UHC is just another name used for the commercialization, financialization and privatization of health services. The redirection of the public health system from direct service delivery and strong population-based health programs to an over-reliance on health purchasing resulted in more inaccessible and expensive healthcare. The finance-driven UHC even led to the deterioration of essential health services like preventive health.

UHC promoted a disease-based, individualized and insurance-reliant approach to health. It is far from the comprehensive approach needed to truly solve the systemic ills plaguing the country’s health system. UHC’s main promise of protecting people from health-related financial catastrophes has not been achieved either.

The promotion of social health insurance has taken much-needed resources away from the most vital health interventions that the state should have focused on. PhilHealth is taking away the money that could have been spent on building more health facilities, investing in advanced health technology, and compensating the overworked Filipino health workers. It could have been spent as well on health intervention and education programs.

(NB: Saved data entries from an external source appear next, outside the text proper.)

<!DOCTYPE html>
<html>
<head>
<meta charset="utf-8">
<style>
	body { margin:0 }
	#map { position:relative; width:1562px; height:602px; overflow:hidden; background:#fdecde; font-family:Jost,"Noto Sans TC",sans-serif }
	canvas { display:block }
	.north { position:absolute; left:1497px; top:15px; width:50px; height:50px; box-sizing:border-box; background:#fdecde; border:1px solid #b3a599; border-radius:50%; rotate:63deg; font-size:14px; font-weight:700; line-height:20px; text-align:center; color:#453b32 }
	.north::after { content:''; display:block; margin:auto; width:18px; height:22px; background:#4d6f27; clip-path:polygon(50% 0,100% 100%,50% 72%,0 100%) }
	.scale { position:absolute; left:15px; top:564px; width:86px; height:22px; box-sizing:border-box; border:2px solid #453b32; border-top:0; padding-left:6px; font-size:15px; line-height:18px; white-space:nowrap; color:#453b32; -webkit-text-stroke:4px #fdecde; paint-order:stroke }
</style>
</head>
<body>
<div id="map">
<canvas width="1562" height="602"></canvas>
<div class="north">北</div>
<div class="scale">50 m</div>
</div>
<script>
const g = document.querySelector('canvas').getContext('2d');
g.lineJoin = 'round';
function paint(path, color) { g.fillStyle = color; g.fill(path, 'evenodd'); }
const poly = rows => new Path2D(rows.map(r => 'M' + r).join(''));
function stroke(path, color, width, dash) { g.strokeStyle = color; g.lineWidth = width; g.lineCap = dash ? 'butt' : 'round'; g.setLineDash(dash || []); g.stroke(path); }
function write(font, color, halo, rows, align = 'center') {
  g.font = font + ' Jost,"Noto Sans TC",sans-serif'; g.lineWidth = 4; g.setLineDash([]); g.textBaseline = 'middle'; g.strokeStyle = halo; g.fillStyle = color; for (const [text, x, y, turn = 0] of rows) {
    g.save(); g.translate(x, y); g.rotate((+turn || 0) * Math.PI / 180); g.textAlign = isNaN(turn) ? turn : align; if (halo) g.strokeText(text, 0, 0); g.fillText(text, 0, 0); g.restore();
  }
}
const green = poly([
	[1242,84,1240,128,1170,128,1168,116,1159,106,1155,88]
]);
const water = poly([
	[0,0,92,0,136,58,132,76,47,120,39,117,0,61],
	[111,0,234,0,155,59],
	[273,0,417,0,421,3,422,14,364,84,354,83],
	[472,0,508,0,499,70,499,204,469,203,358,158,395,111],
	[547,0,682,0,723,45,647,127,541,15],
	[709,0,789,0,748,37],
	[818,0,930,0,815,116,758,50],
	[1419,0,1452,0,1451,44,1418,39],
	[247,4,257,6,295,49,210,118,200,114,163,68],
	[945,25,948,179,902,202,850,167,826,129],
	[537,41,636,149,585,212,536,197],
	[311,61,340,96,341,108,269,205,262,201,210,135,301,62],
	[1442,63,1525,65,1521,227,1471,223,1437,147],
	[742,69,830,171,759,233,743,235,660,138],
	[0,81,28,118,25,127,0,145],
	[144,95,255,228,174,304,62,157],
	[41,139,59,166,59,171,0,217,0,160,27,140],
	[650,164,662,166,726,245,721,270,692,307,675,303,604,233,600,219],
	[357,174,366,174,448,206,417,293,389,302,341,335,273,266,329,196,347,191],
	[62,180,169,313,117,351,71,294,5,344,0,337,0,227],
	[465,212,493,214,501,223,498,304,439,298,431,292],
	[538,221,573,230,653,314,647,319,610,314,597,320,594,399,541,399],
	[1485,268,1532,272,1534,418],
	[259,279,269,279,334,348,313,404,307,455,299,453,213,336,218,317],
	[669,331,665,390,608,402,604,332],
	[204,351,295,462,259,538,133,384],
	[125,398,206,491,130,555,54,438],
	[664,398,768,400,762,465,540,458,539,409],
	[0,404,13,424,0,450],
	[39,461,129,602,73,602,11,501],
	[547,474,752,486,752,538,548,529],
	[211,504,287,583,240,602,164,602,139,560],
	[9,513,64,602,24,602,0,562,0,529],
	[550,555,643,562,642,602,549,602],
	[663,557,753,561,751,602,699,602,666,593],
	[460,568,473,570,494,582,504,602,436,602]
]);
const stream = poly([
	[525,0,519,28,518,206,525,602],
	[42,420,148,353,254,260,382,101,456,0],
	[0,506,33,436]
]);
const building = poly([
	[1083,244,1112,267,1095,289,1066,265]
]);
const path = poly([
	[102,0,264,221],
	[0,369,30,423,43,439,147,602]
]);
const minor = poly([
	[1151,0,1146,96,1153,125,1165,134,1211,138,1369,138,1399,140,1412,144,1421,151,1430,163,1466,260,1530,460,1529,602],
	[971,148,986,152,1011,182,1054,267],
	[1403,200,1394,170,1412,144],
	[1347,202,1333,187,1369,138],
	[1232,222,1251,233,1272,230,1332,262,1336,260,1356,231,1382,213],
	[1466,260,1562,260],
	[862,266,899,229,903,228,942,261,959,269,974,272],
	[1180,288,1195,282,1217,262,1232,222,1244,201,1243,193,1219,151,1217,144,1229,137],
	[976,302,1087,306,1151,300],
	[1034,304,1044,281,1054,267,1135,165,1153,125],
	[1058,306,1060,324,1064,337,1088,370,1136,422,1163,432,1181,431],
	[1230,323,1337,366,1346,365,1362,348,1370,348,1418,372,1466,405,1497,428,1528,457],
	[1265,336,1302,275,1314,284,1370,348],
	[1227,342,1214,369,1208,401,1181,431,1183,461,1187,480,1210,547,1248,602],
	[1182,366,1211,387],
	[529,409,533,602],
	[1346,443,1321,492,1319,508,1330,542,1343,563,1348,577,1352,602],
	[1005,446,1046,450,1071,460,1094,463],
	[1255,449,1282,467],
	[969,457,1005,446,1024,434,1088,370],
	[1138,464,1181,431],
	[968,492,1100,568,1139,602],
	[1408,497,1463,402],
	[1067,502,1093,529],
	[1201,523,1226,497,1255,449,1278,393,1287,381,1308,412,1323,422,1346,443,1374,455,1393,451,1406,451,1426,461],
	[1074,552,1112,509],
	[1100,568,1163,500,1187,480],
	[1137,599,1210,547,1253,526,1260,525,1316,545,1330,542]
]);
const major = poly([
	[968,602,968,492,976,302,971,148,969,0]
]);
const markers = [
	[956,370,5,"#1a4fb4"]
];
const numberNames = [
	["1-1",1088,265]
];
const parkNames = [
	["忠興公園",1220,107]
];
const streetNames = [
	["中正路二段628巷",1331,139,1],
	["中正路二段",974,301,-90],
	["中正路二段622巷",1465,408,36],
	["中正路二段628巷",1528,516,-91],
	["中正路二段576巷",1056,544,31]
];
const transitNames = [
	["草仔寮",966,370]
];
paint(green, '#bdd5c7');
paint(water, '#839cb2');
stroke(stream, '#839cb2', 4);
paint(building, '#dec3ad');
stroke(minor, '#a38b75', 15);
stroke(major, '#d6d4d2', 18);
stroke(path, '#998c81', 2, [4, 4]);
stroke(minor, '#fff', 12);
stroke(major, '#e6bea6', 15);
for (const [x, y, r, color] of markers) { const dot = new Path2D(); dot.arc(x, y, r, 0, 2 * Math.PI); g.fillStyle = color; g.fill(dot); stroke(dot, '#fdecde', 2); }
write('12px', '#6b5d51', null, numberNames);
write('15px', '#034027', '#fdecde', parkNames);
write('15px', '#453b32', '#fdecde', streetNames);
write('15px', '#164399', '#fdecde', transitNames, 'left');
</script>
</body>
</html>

The anxiety people felt after the proclamation of pertussis is understandable. People know that the country’s health system is not equipped to protect them from the disease. Vaccines against pertussis are yet to be purchased from abroad, which delays the supposed immediate response to the issue. The dismissive attitude of the government is also reminiscent of the times when COVID-19 cases were just starting in the country, and this attitude further triggers the people’s collective trauma.

Five years of unfortunate health events seem to be just that, unfortunate, but clearly show the state’s systematic letting go of its responsibility to promote the people’s right to health. As long as private profit interests in health are prioritized by the government and prescribed as the cure to health system ills, health emergencies will persist.